Assume again \(\|\vec{v}_t\|_2^2\leq L\), and assume \(\vec{u}\) is selected from \(U=\{\vec{u}: \|\vec{u}\|_2^2 \leq B\}\). We get the bound:

\[R(n, \text{FoReL}, \vec{u}) \leq \frac{1}{2\eta} B + \eta \sum_{t=1}^{n} L = \frac{B}{2\eta} + L n \eta\]

Minimizing the RHS with respect to \(\eta\), we get \(\eta = \sqrt{\frac{B}{2Ln}}\), and

\[R(n, \text{FoReL}, \vec{u}) \leq \sqrt{2BLn} = O(\sqrt{n})\]

7.3 Linearization of Convex Functions #

In the above, we only consider some very specific examples (quadratic, linear loss functions).

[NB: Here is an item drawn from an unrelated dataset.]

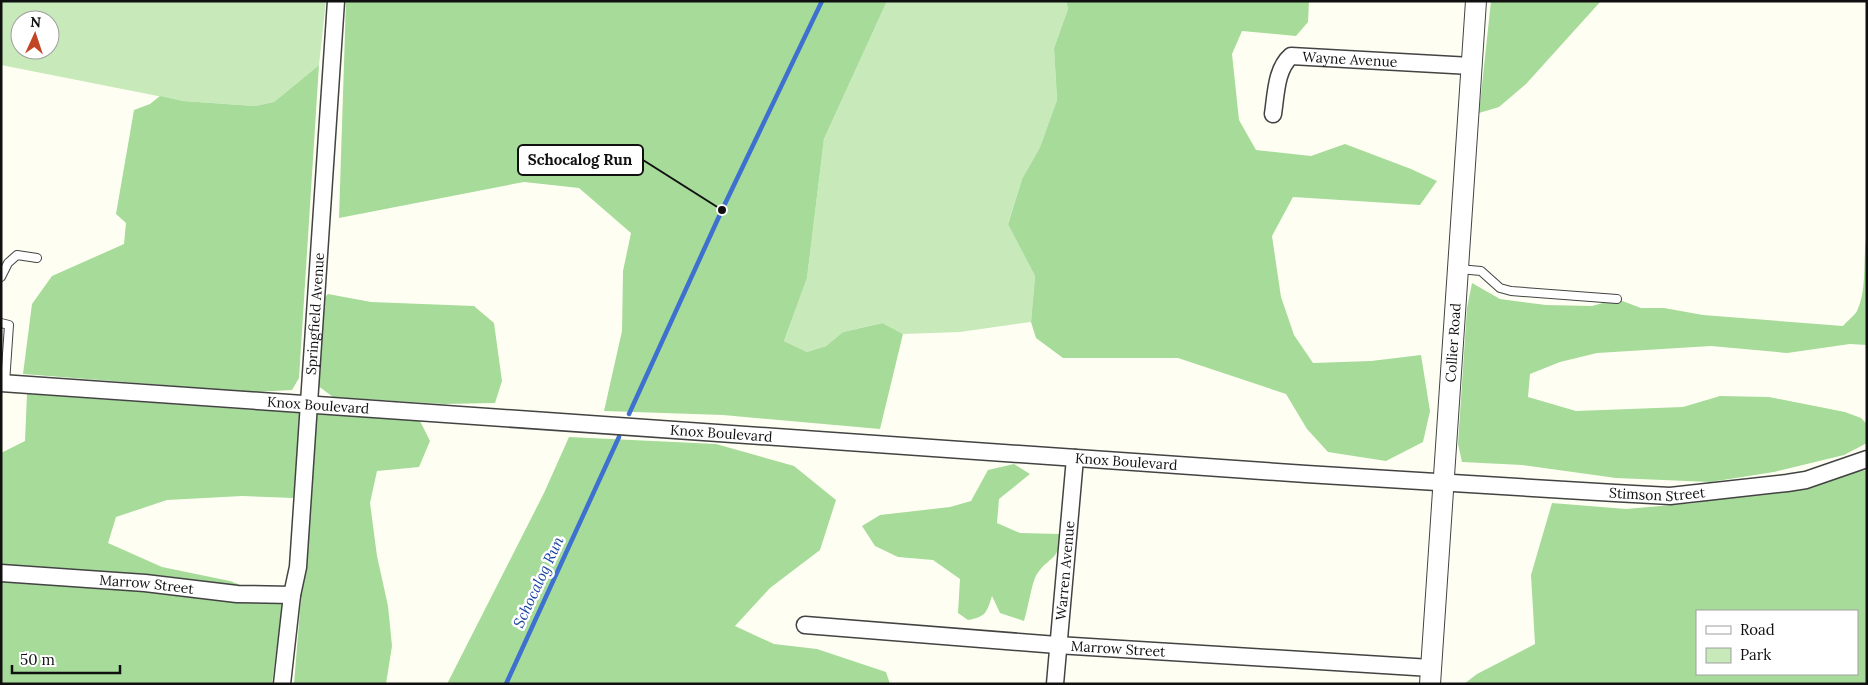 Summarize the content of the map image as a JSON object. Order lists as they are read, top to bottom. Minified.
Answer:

We will show that handling general convex functions is almost as easy as these.

If a function is convex, then for any point on the function, by taking the tangent line, we can get a lower bound of the convex function. As the following lemma formulates.

Lemma Let \(S\) be a convex set. A function \(f: S\to \RR\) is convex if and only if for all \(\vec{w} \in S\), there exists \(\vec{z}\) such that

\[f(\vec{u}) \geq f(\vec{w}) + \langle \vec{u}-\vec{w},\vec{z} \rangle \quad \forall u \in S\]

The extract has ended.